WHAT TO WORK ON
What you return should be the complete data below, word for word, with no pictures in it.

MATERIAL PROVIDED
■ ■ ■

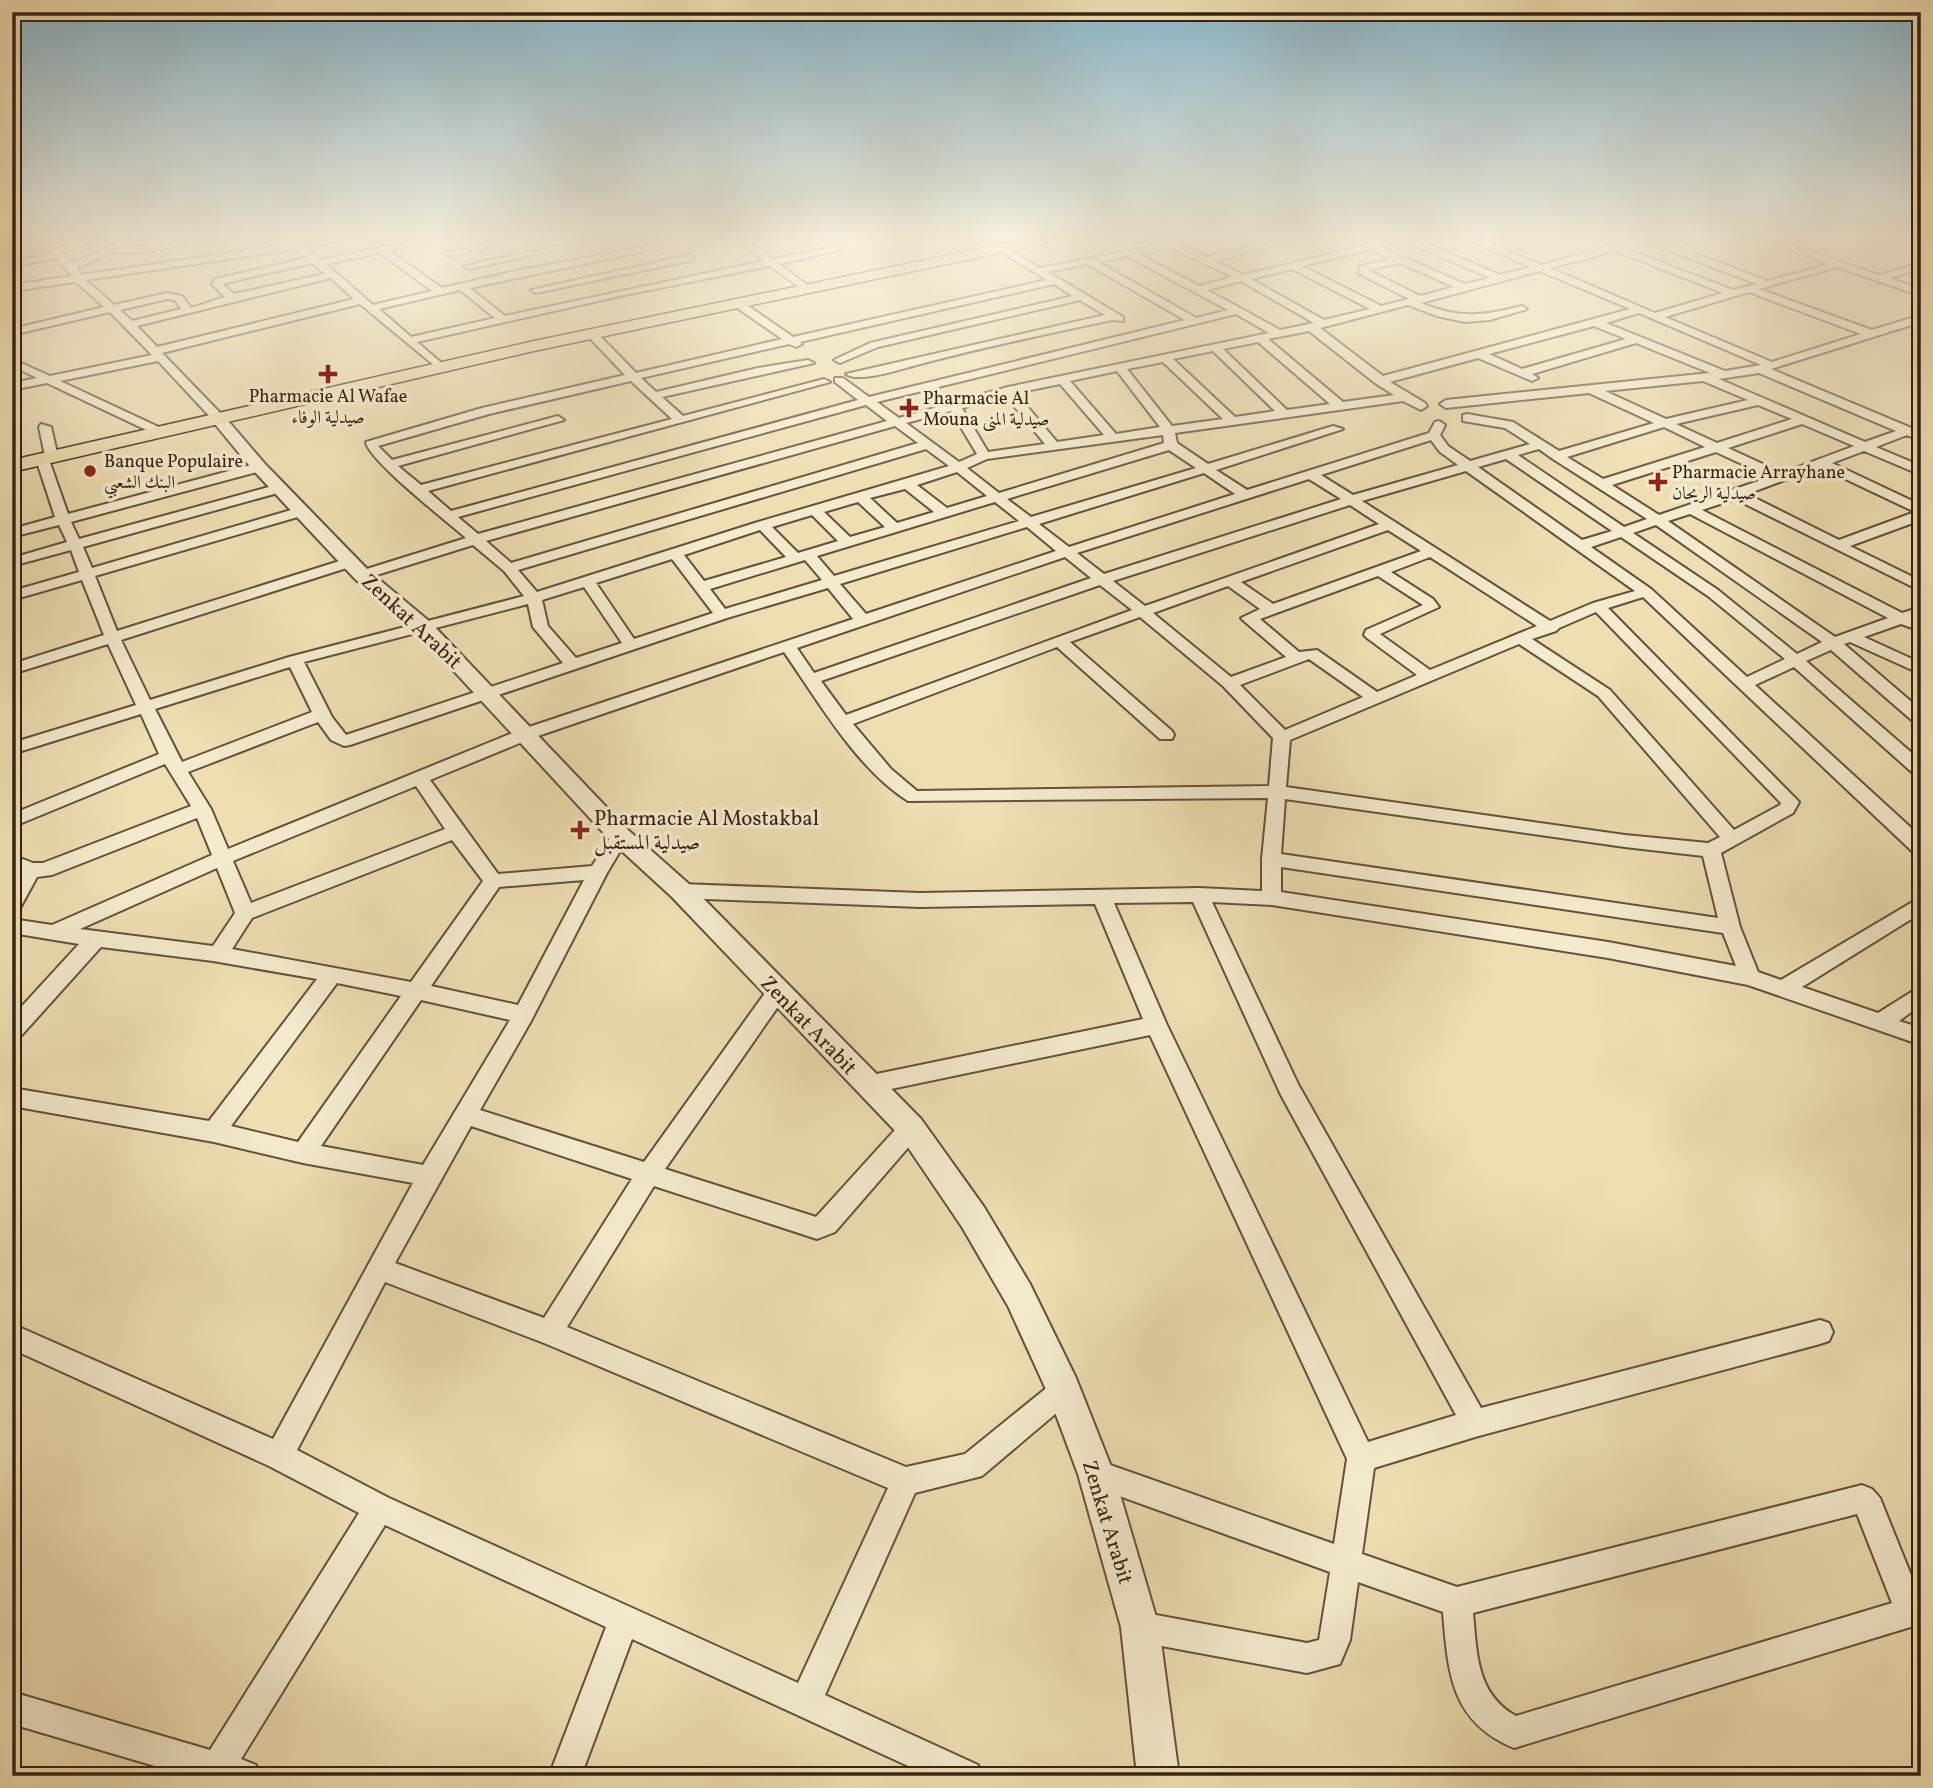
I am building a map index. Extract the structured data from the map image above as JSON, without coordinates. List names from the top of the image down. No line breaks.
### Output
{"streets":{"street":["Zenkat Arabit"]},"places":{"health":["Pharmacie Al Wafae صيدلية الوفاء","Pharmacie Al Mouna صيدلية المنى","Pharmacie Arrayhane صيدلية الريحان","Pharmacie Al Mostakbal صيدلية المستقبل"],"other":["Banque Populaire البنك الشعبي"]}}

■ ■ ■

TASK RESPONSE
I am building a map index. Extract the structured data from the map image above as JSON, without coordinates. List names from the top of the image down. No line breaks.
### Output
{"streets":{"street":["Zenkat Arabit"]},"places":{"health":["Pharmacie Al Wafae صيدلية الوفاء","Pharmacie Al Mouna صيدلية المنى","Pharmacie Arrayhane صيدلية الريحان","Pharmacie Al Mostakbal صيدلية المستقبل"],"other":["Banque Populaire البنك الشعبي"]}}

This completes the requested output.